The original process was hard to maintain, so we directly perform DP on the final bracket sequence.
We match pairs of strings inserted during the same operation, resulting in a structure similar to a valid bracket sequence in the final result.
Suppose for a final string, we simultaneously DP both character states and matching states. Then, the result should be the number of insertion orders for these matches multiplied by the number of such arrangements.

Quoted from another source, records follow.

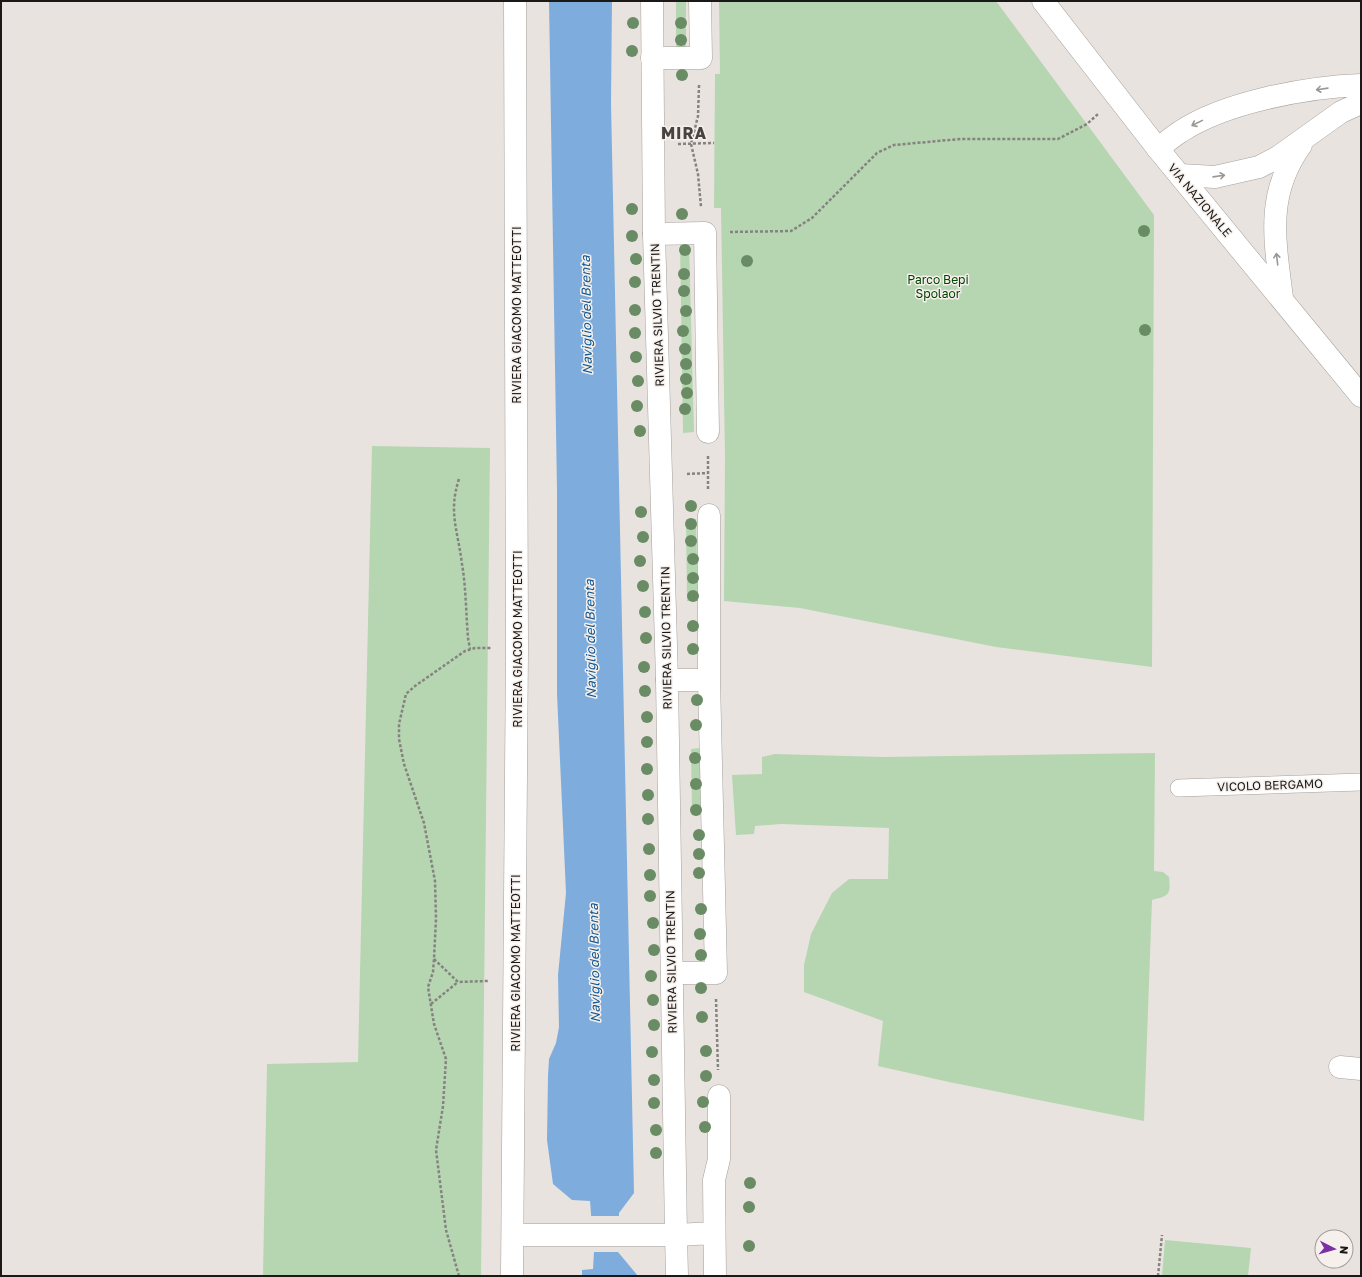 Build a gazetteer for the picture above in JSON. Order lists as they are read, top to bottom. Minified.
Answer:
{"streets":{"street":["VIA NAZIONALE","RIVIERA GIACOMO MATTEOTTI","RIVIERA SILVIO TRENTIN"],"lane":["VICOLO BERGAMO"]},"districts":["MIRA"],"water":["Naviglio del Brenta"],"parks":["Parco Bepi Spolaor"],"north":"right"} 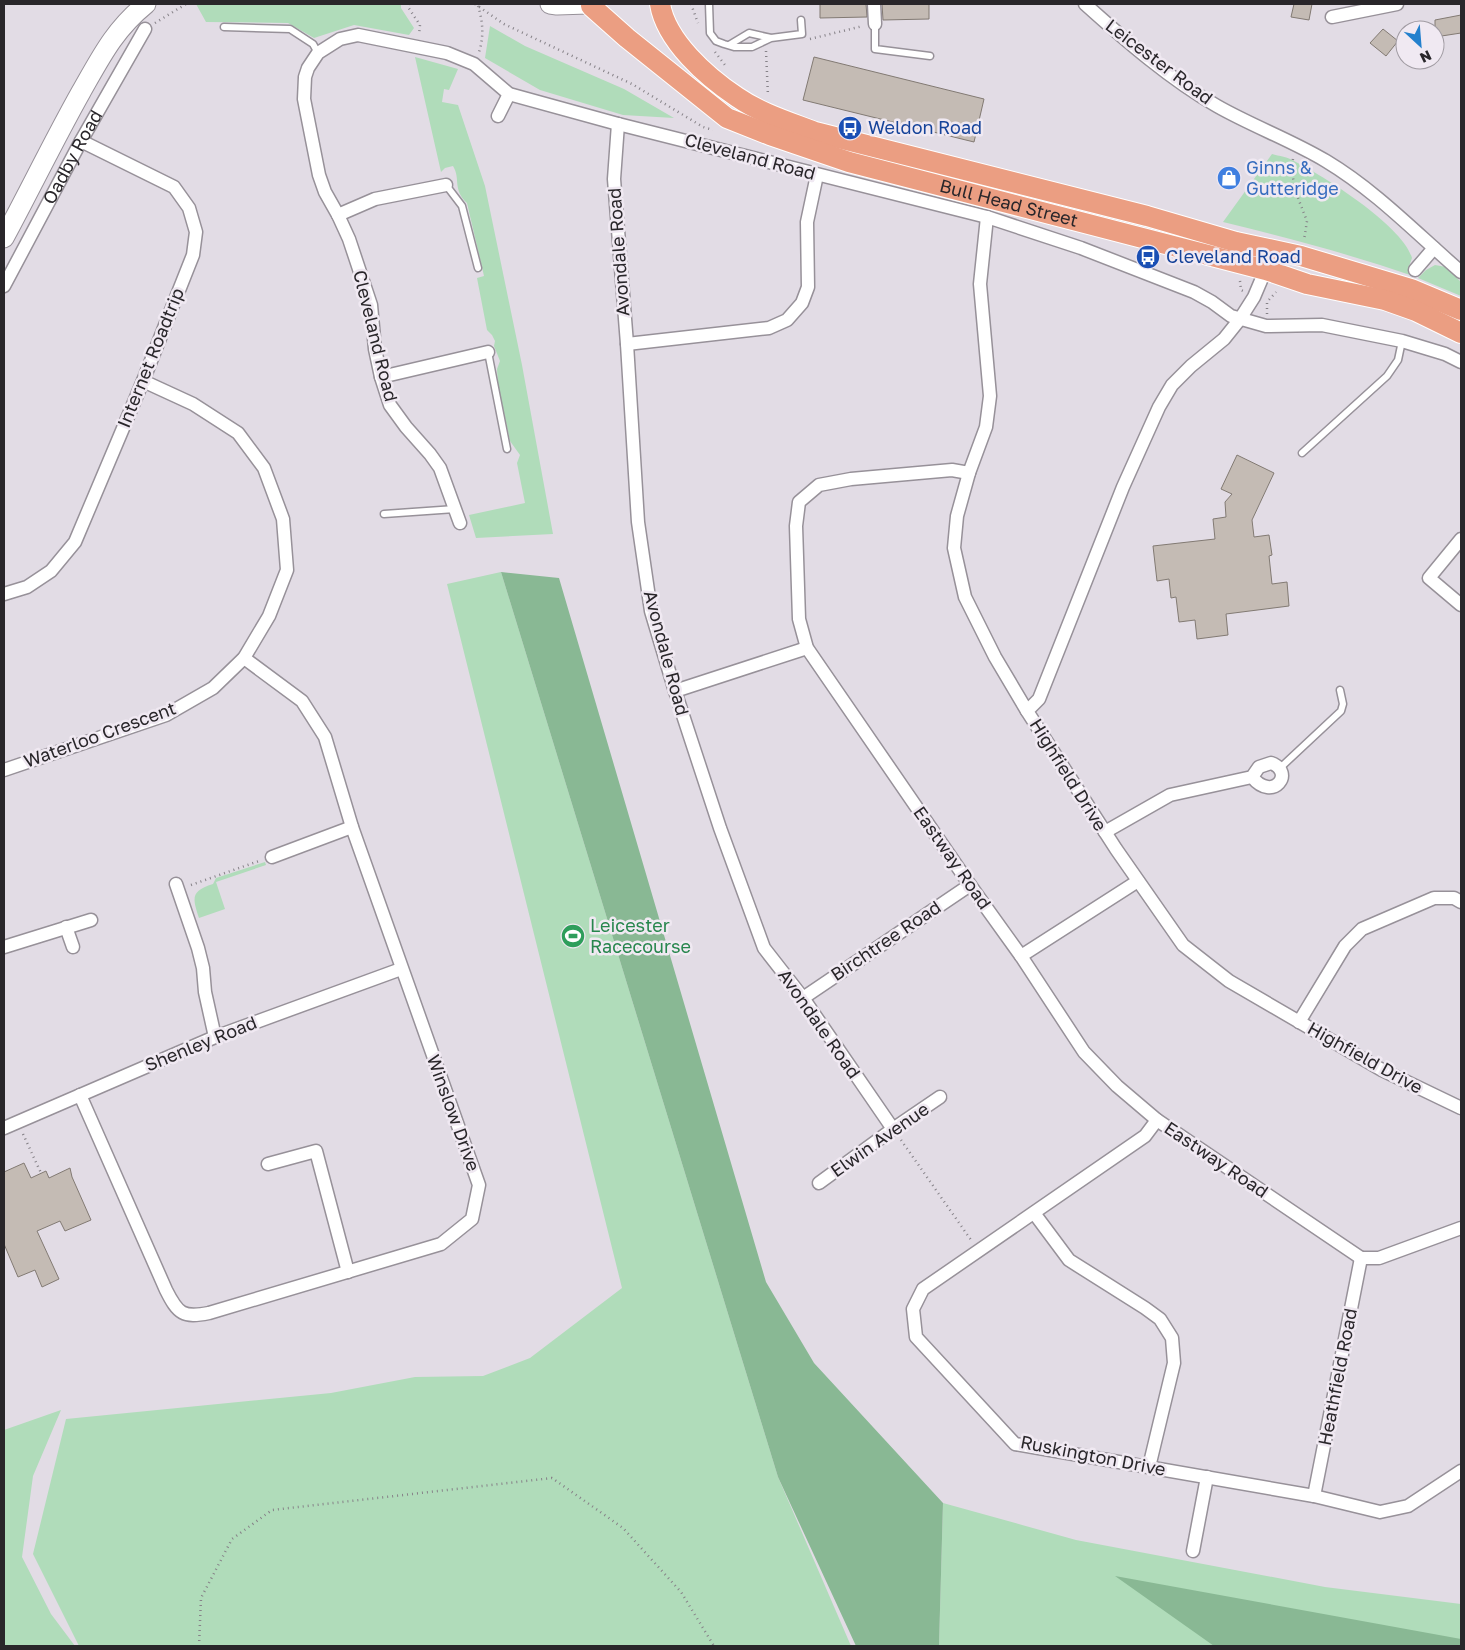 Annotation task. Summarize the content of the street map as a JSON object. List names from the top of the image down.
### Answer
{
  "streets": {
    "main road": ["Oadby Road", "Bull Head Street"],
    "street": [
      "Leicester Road",
      "Cleveland Road",
      "Avondale Road",
      "Internet Roadtrip",
      "Waterloo Crescent",
      "Highfield Drive",
      "Eastway Road",
      "Birchtree Road",
      "Shenley Road",
      "Winslow Drive",
      "Elwin Avenue",
      "Heathfield Road",
      "Ruskington Drive"
    ]
  },
  "crossings": [
    ["Oadby Road", "Internet Roadtrip"],
    ["Cleveland Road", "Avondale Road"],
    ["Cleveland Road", "Highfield Drive"],
    ["Bull Head Street", "Highfield Drive"],
    ["Avondale Road", "Birchtree Road"],
    ["Avondale Road", "Elwin Avenue"],
    ["Internet Roadtrip", "Waterloo Crescent"],
    ["Waterloo Crescent", "Winslow Drive"],
    ["Eastway Road", "Birchtree Road"],
    ["Eastway Road", "Heathfield Road"],
    ["Eastway Road", "Ruskington Drive"],
    ["Shenley Road", "Winslow Drive"],
    ["Heathfield Road", "Ruskington Drive"]
  ],
  "places": {
    "bus stop": ["Weldon Road", "Cleveland Road"],
    "shop": ["Ginns & Gutteridge"],
    "sports": ["Leicester Racecourse"]
  },
  "north": "bottom right"
}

Note that these matches cannot be inserted arbitrarily. For example, in )((), the first and fourth characters must form a match before the middle pair.
These matches form a tree structure, so the number of valid insertion orders equals the number of topological orders of the tree: $n! \prod_{i=1}^n \frac{1}{size_i}$. We can incorporate $\frac{1}{size_i}$ into the DP state.
How to DP? Consider inserting a pair )( or () at the beginning and end of a bracket sequence. The impact on the middle part is equivalent to shifting the prefix sum polyline up/down.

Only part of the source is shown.